But, you will not fine a poor reveiw of the VFR anywhere - they are excellent bikes, and unlike the BM can be had in excellent condition second hand at reasonable prices.
Beware out-and-out sports bikes like the R1. They are a bit mental in that they demand to ridden hard and fast to be any fun, have an uncomforatble (for anyone over about 25) feet-up bum in the air riding position. So try before you buy if one of these rockets takes your fancy. The Viffer has performance that wil blow your socks off while being relatively civilised. A friend described it as being like that bit in Startrek when the stars flash by - only faster!
And I'd go straight for the big bike. Don't buy a 500 'to get experience on'. You'll just get frustrated, end up selling it to buy a big bike, and losing money on the deal. Go straight for the big bike but be very careful. They do bite, and it can easily be fatal. If you really, honestly, consider yourself to be a safe and AWARE driver, you'll probably be OK on a bike if you take great care. I've had many years of intensive push-bike riding as well, which certainly sharpens up your instincs about what motoristst rae about to do, or could do.
But most of all - enjoy! No car can match a bike for fun and performance.
3rd Apr 2003, 15:44
I would completely agree with the advice leaning towards either a VFR750/800, a CBR6 or the Hornet.
To be fair, I've never owned any of them but they are good bikes and will do distance as well as be quick (trust me, whatever you ride after your learner machine will feel quick if it's a 600+ and sporty!).
Although I agree that the supersports machines can get you out of trouble, they can also get you in it. Most will get out of shape more quickly than the more sports/tourer types if you ride them as they should be and if you aren't expecting it or that experienced in getting out of it you'll wind up on your face.
I had a couple of smaller bikes before getting a Fireblade and I was glad of the experience once I started using it properly :D
3rd Apr 2003, 20:12
Get yourself to Australia!

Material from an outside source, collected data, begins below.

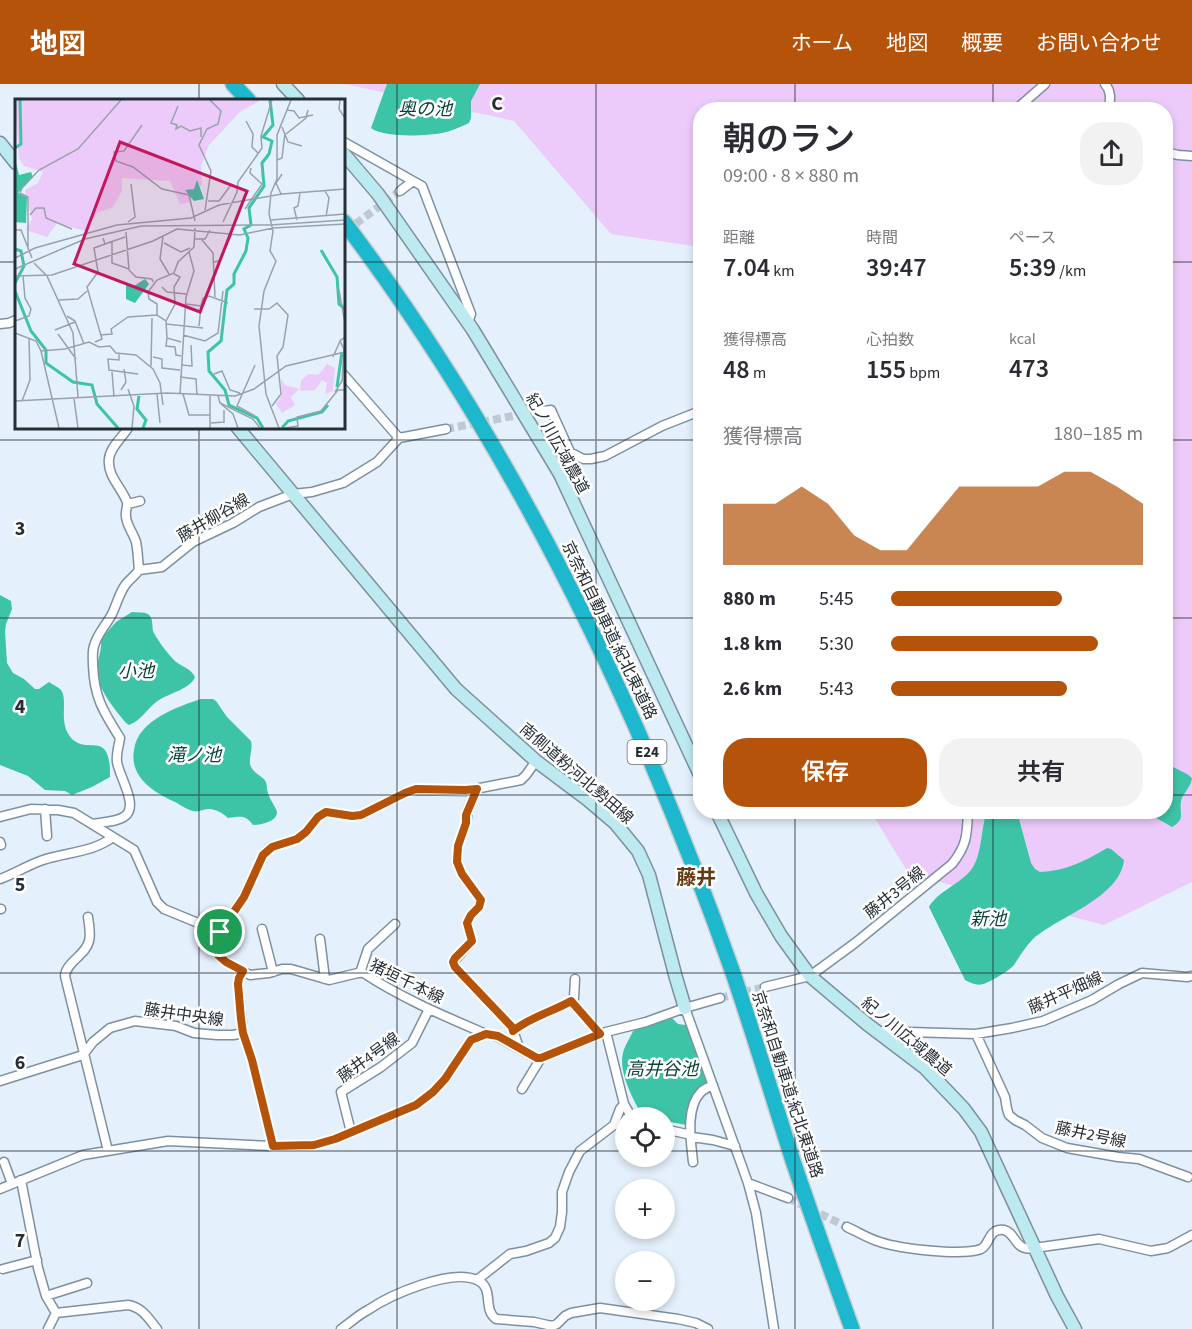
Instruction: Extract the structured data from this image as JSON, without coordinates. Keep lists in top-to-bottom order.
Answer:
{
  "streets": {
    "highway": ["京奈和自動車道;紀北東道路", "E24"],
    "street": [
      "紀ノ川広域農道",
      "藤井柳谷線",
      "南側道粉河北勢田線",
      "藤井3号線",
      "猪垣千本線",
      "藤井平畑線",
      "藤井中央線",
      "藤井4号線",
      "藤井2号線"
    ]
  },
  "crossings": [
    ["紀ノ川広域農道", "藤井3号線"],
    ["紀ノ川広域農道", "藤井平畑線"],
    ["藤井柳谷線", "南側道粉河北勢田線"],
    ["猪垣千本線", "藤井中央線"],
    ["猪垣千本線", "藤井4号線"],
    ["藤井平畑線", "藤井2号線"]
  ],
  "districts": ["藤井"],
  "water": [
    "奥の池",
    "小池",
    "滝ノ池",
    "新池",
    "高井谷池"
  ],
  "page": {
    "header": "地図",
    "nav": [
      "ホーム",
      "地図",
      "概要",
      "お問い合わせ"
    ],
    "heading": ["朝のラン", "09:00 · 8 × 880 m"],
    "stats": [
      ["距離", "7.04 km"],
      ["時間", "39:47"],
      ["ペース", "5:39 /km"],
      ["獲得標高", "48 m"],
      ["心拍数", "155 bpm"],
      ["kcal", "473"]
    ],
    "chart": ["獲得標高", "180–185 m"],
    "list": [
      {
        "name": "880 m",
        "note": "5:45"
      },
      {
        "name": "1.8 km",
        "note": "5:30"
      },
      {
        "name": "2.6 km",
        "note": "5:43"
      }
    ],
    "buttons": ["保存", "共有"],
    "map_buttons": ["+", "−"]
  },
  "grid": {
    "columns": ["C"],
    "rows": [
      "3",
      "4",
      "5",
      "6",
      "7"
    ]
  }
}
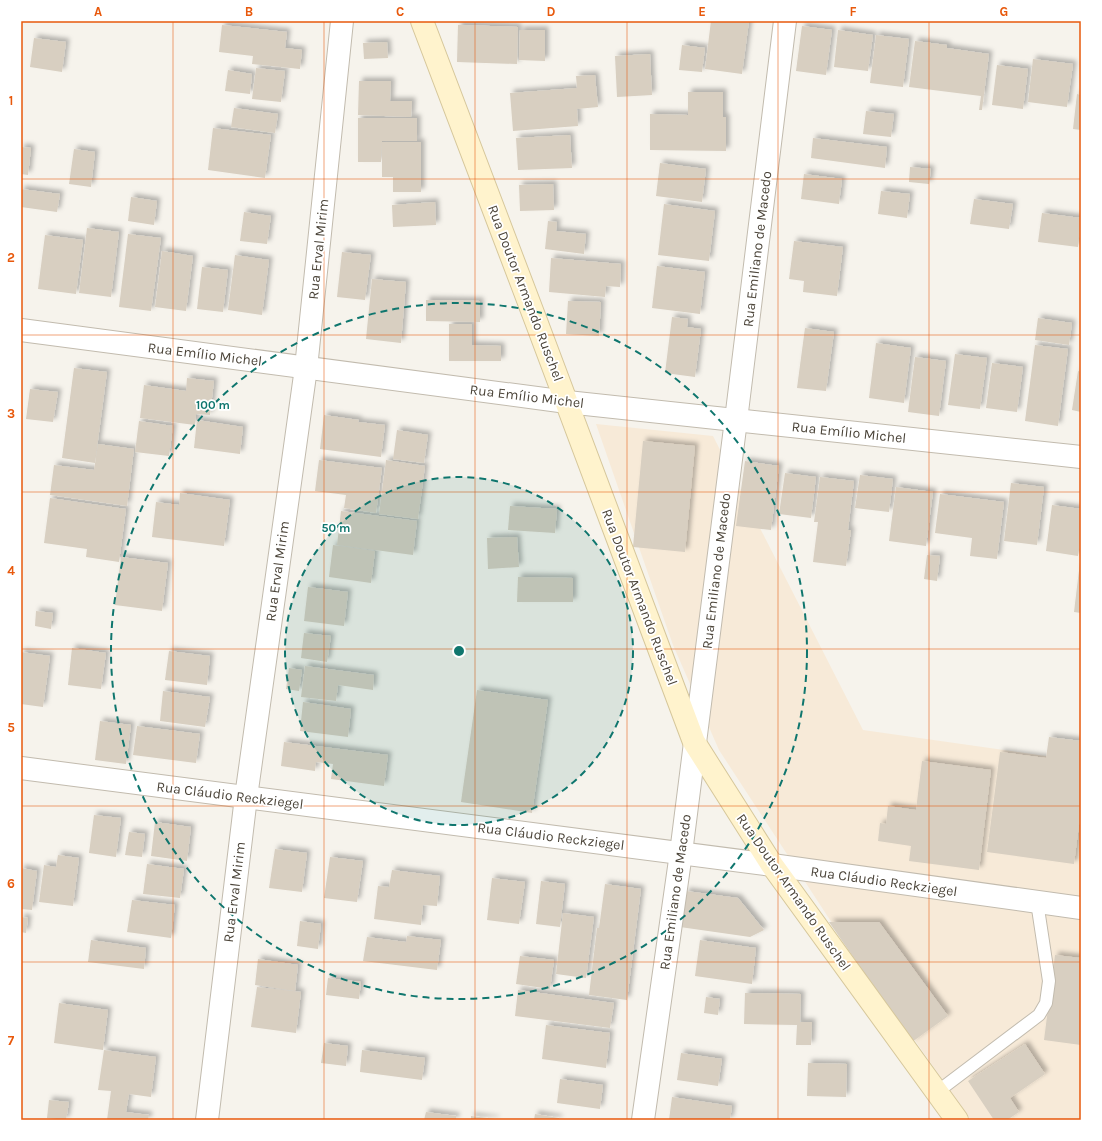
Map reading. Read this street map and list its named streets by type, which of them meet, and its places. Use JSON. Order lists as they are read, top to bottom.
{
  "streets": {
    "main road": ["Rua Doutor Armando Ruschel"],
    "street": [
      "Rua Erval Mirim",
      "Rua Emiliano de Macedo",
      "Rua Emílio Michel",
      "Rua Cláudio Reckziegel"
    ]
  },
  "crossings": [
    ["Rua Erval Mirim", "Rua Emílio Michel"],
    ["Rua Erval Mirim", "Rua Cláudio Reckziegel"],
    ["Rua Emiliano de Macedo", "Rua Doutor Armando Ruschel"],
    ["Rua Emiliano de Macedo", "Rua Emílio Michel"],
    ["Rua Emiliano de Macedo", "Rua Cláudio Reckziegel"],
    ["Rua Doutor Armando Ruschel", "Rua Emílio Michel"],
    ["Rua Doutor Armando Ruschel", "Rua Cláudio Reckziegel"]
  ],
  "grid": {
    "columns": [
      "A",
      "B",
      "C",
      "D",
      "E",
      "F",
      "G"
    ],
    "rows": [
      "1",
      "2",
      "3",
      "4",
      "5",
      "6",
      "7"
    ]
  },
  "rings": ["100 m", "50 m"]
}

There's nothing quite like the feeling of passing the local constabulary at 200km/h and knowing it's perfectly legal! The main north-south highway in the Northern Territory has an open speed limit on most of it and it's 1500km long! They've started to put limits along some sections due to the tourists who keep falling off the road.
Had a CBR900 Fireblade back in '92, great bike but had to sell it. Helicopters are bloody expensive!
3rd Apr 2003, 20:29
Also could depend on how tall you are, I find the seats are so wide,they take up all my leg length and I can't reach the floor.:*
3rd Apr 2003, 23:04
Thank you all very much for your advice, I'll have a look at the bikes you've all suggested. I've got a few magazines to look through so that should keep me out of trouble for a while.
I intend to live to see my 24th birthday so will try not to get carried away when I pick a bike! Easier said than done tho.
Again, I'm new to all this so I'm after as much input as I can get where this is concerned!
I'll have to see if I can find someone experienced to come and help me look and get their opinion. If dealers see a 23yr old female pitch up to buy a bike God knows what I'd come back with!!!! lol
If anybody knows of any good dealers in the Bournemouth area then let me know.
:D :D :D :D
Shaggy Sheep Driver
3rd Apr 2003, 23:08
Just 23 and no experience?? Check out the insurance costs before you buy. Even an old git like me who lives in a 'good' area had to pay over 400 UKP for fully comp on my Viffer.
There are some advantages of being older ;~))
4th Apr 2003, 01:54
It really depends on what you want the bike for, round town, touring or ripping about like a nutter at the weekend. It also depends on your inside leg. Dirt bikes and super motos are great in town or for blasting round back lanes when top speed is irrelevant but acceleration and handling are all but unless you have an inside leg of more than 32” forget it you’ll never get your feet down.
Also consider how heavy a bike you could pick up? If you drop it a car park the last thing you need is having to ask for help to get the thing stood up again. Oh and believe me you will drop it sometime.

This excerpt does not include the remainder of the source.